An estimated one in seven children will experience anxiety between the ages of 4 and 17.

More children than ever before experience anxiety.

As a parent, it can be difficult to know whether your child is suffering from anxiety and what you can do to help.

A new book, Anxious Kids, offers a new perspective on children’s anxiety.

Bestselling parenting author Michael Grose and wellbeing expert Dr Jodi Richardson explain the anxiety epidemic and offer useful advice to help turn a child’s anxiety into resilience.

In this extract, Grose and Richardson explain how children’s anxiety has changed and the many different faces of the condition.

JUST HOW COMMON IS ANXIETY?

Parents all over the world are dealing with anxious children.

Between the tender age of four and the brink of adulthood at seventeen, on average one in seven kids are diagnosed with a mental illness in Australia.

Of all those kids, half are diagnosed with an anxiety disorder. That equates to roughly two kids in every Australian classroom, though some, if separation anxiety is in play, often don’t even make it to school. Anxiety disorders are the top disease burden for females aged between five and forty-four.

For boys and young men the top disease burdens are suicide and self-harm.

These boys and young men are integral to the data but their experiences are far from academic.

Most don’t understand why they think and feel the way they do and why they’re suffering. Many feel broken, and it impacts on the entire family unit.

When Australia conducted the first Child and Adolescent Survey of Mental Health and Wellbeing in 1998, anxiety disorders weren’t included. It wasn’t on the radar in the same way major depressive disorder and attention deficit hyperactivity disorder (ADHD) were. It’s fair to say it’s on the radar now.

The second and most recent Australian Child and Adolescent Survey of Mental Health and Wellbeing, published in 2015, paints a picture of the state of mental health of Aussie kids.

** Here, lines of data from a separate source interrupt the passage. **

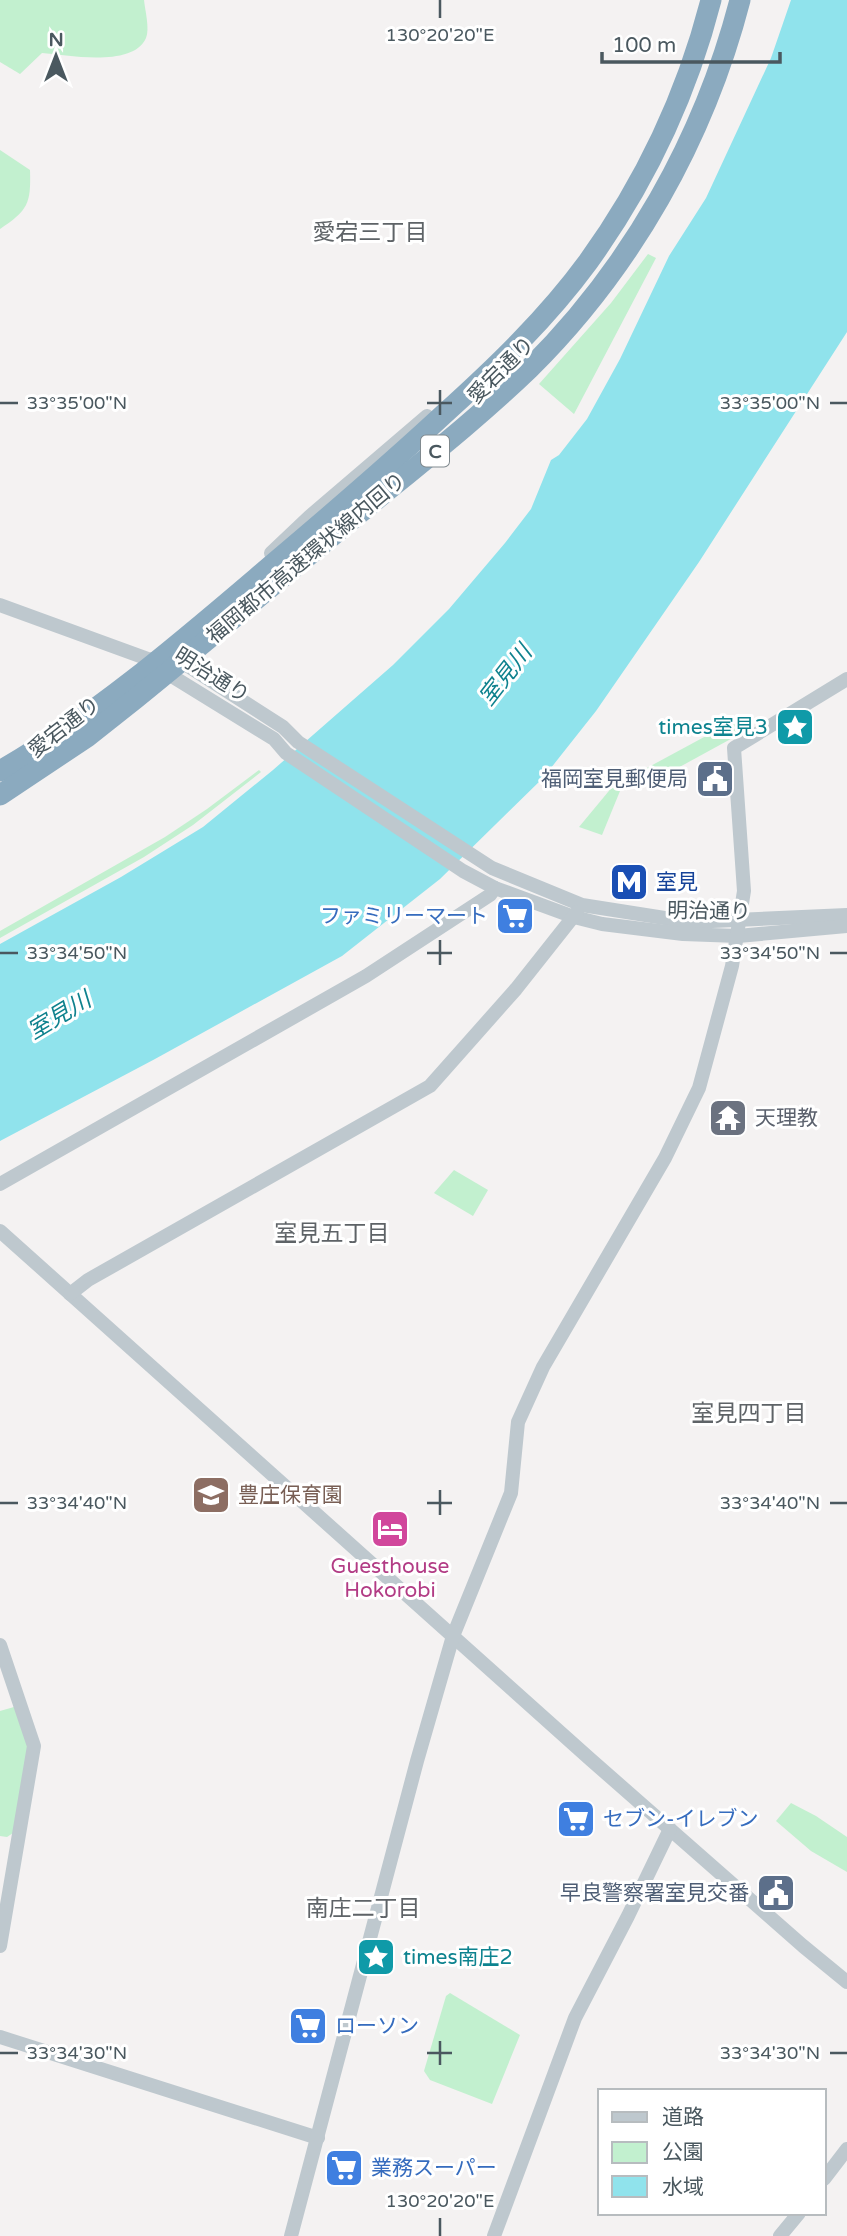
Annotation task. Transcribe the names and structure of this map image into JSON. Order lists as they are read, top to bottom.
{
  "streets": {
    "highway": ["C", "福岡都市高速環状線内回り"],
    "street": ["愛宕通り", "明治通り"]
  },
  "crossings": [
    ["愛宕通り", "C"],
    ["愛宕通り", "福岡都市高速環状線内回り"],
    ["愛宕通り", "明治通り"]
  ],
  "districts": [
    "愛宕三丁目",
    "室見五丁目",
    "室見四丁目",
    "南庄二丁目"
  ],
  "water": ["室見川"],
  "places": {
    "place": ["times室見3", "times南庄2"],
    "public building": ["福岡室見郵便局", "早良警察署室見交番"],
    "metro station": ["室見"],
    "supermarket": [
      "ファミリーマート",
      "セブン-イレブン",
      "ローソン",
      "業務スーパー"
    ],
    "temple": ["天理教"],
    "school or university": ["豊庄保育園"],
    "hotel": ["Guesthouse Hokorobi"]
  },
  "legend": ["道路", "公園", "水域"],
  "scale_bar": "100 m",
  "north": "top",
  "coordinates": [
    "130°20'20\"E",
    "33°35'00\"N",
    "33°34'50\"N",
    "33°34'40\"N",
    "33°34'30\"N"
  ]
}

It’s no oil painting.

Kids with a diagnosis of an anxiety disorder included those experiencing separation anxiety, social phobia, generalised anxiety disorder or obsessive-compulsive disorder. Anxiety disorders such as specific phobias – spiders, for example, or panic disorder or agoraphobia – weren’t caught in the research net.

Many anxious kids also go undetected. We think it’s reasonable, prudent in fact, to suggest that current statistics underestimate the enormity of the problem.

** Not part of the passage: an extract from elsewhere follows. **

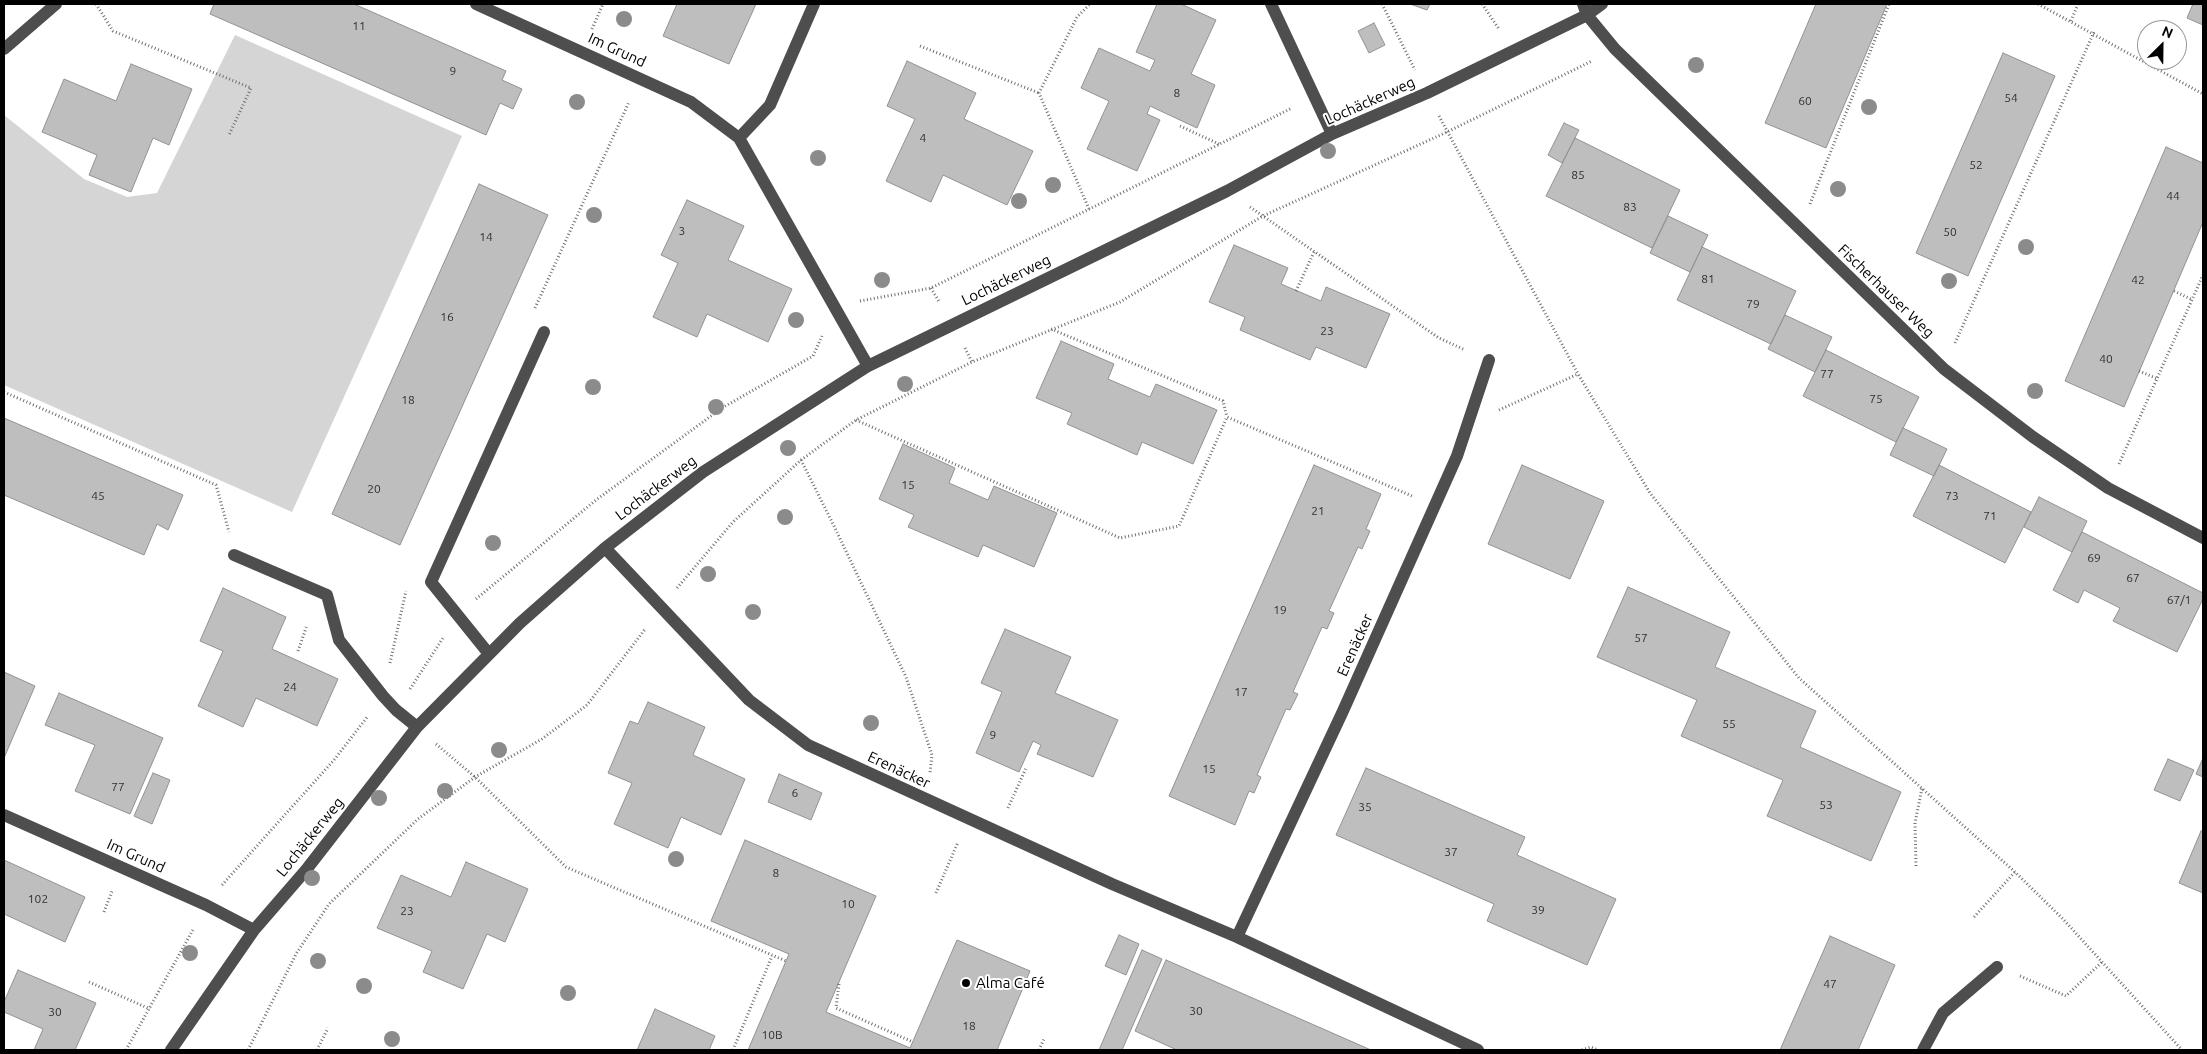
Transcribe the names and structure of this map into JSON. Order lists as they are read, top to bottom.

HOW HAS CHILDREN’S ANXIETY CHANGED

Professor Jean Twenge from San Diego State University is a researcher dedicated to understanding changes in youth mental health over generations. Professor Twenge and her colleagues crunched the numbers on mental illness data from over 77,000 American college and high school students between 1938 and 2007.

Between the 1930s and 1940s an average of 50 out of 100 students scored above average on measures of mental disorders. That number has now jumped to 85 out of every 100. That’s a 70 per cent increase in the number of students with symptoms of mental illness.

Similar research looking specifically at anxiety showed that the average American child in the 1980s reported more anxiety than child psychiatric patients in the 1950s. Increases in anxiety across generations have also been identified in China and the UK.

Kids are in the thick of an anxiety epidemic, and the role of parents is crucial.

Staggering as the numbers are, the stats don’t tell the whole story.

Each and every child enveloped by a statistic is a person – a young person whose life has taken a turn in an unexpected direction.

ANXIETY HAS MANY FACES

Kids experience anxiety in different ways. Some anxious kids can appear happy most of the time, but struggle with anxiety that affects only parts of their life, or shows up intermittently. Others can endure any one or a combination of frightening thoughts, inexplicable fear or dread, unrealistic to catastrophic worries, and physical symptoms varying from tummy aches to dizziness to not being able to get a full breath, to spotty vision.

In the early days anxiety is easy to overlook, often mistaken for blips in behaviour, attention, confidence, resilience and physical health.

Your little one doesn’t want to play at the park with the other kids? He’s a little shy. Your primary schooler has a meltdown when you visit the shopping centre? She’s just tired and having another tantrum. Fourth grader feeling too sick to go to school? Could be that food intolerance playing up again. Teenager won’t sit still and can’t concentrate in class? She’s fidgety and disruptive.

There are parents everywhere doing their best to raise their kids and help them navigate their shyness, tantrums and tendency to fidget. Nothing to see here. Just another day in the life of parents.

Then there are the kids who struggle to socialise or spend even a moment in big open spaces with crowds of people, or who become nauseated from worry about separating from their mum or dad. These kids also struggle to concentrate because they’re constantly in fight-or-flight mode.

Developmentally appropriate fears, worries and reactions to stress, paired with behaviour, personality, temperament, environment, circumstances and parenting combine in ways that can make it tricky for us as parents to recognise when our kids might in fact be beginning to battle with anxiety and in need of some extra help.

If there’s even a fleeting possibility that this is your child, make an appointment with your GP to ask some questions. Some of the common symptoms of anxiety, such as an upset tummy, could indeed be related to a physical cause with a simple explanation.